La sombra del nacional-catolicismo en España es cada vez más alargada. Lo pudimos comprobar en la beatificación de los 522 mártires en Tarragona. Los obispos se empeñaron en hacernos creer que se trataba de un acto religioso sin connotación política alguna. Los hechos se encargaron de desmentir tamaño espejismo. En la ceremonia volvieron a unirse en santa alianza los poderes religiosos, políticos y militares.

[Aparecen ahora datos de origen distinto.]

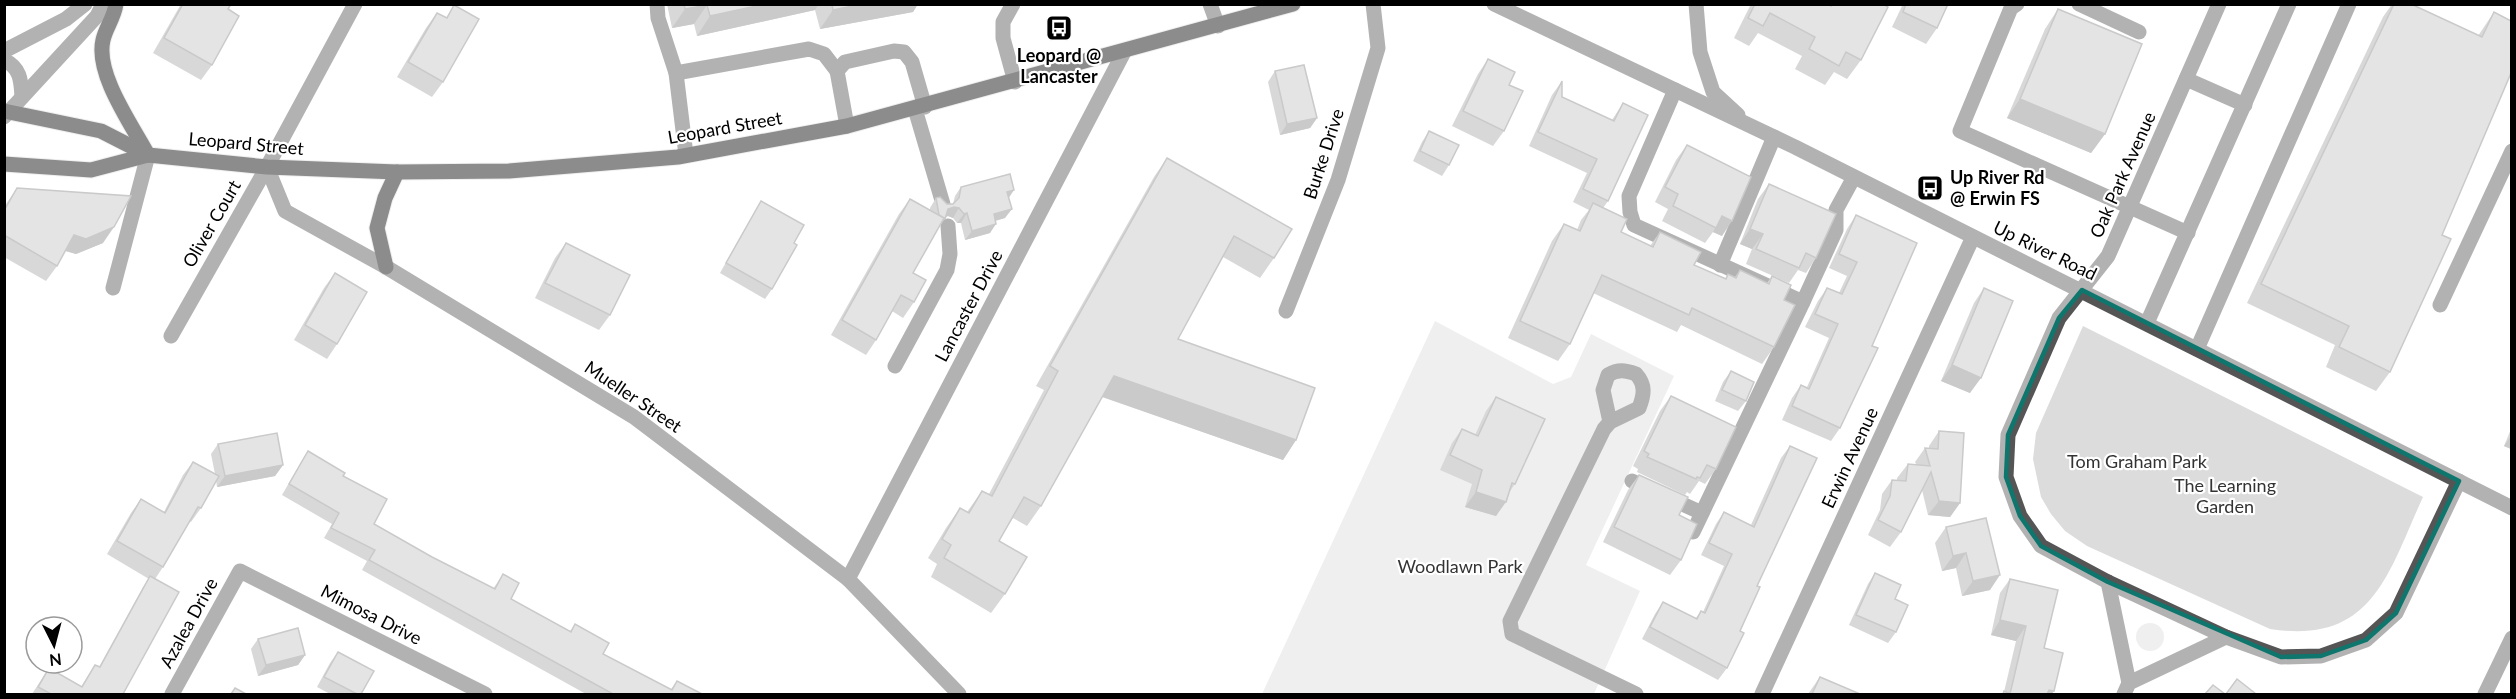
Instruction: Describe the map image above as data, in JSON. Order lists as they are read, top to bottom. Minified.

Juan José Tamayo*/Centro de Colaboraciones Solidarias
En el altar estaba el poder religioso liderado por el cardenal Angelo Amato, prefecto de la Congregación de los Santos, en torno al que se reunía el episcopado español. Presencia en primera fila tuvieron las autoridades civiles. En representación del gobierno estaban dos políticos fervientes y confesos católicos, el ministro de Justicia, Alberto Ruiz Gallardón, que legisla con el asesoramiento de los obispos, y el ministro del Interior, Jorge Fernández Díaz, destacado miembro del Opus Dei. Junto a ellos se encontraba la tercera autoridad del Estado, el presidente del Congreso de los Diputados, Jesús Posada. También la Generalidad de Cataluña estaba representada por su presidente Artur Mas. No faltó el Ejército que contó con la presencia del inspector Ricardo Álvarez-Espejo. ¿Puede haber un acto más político?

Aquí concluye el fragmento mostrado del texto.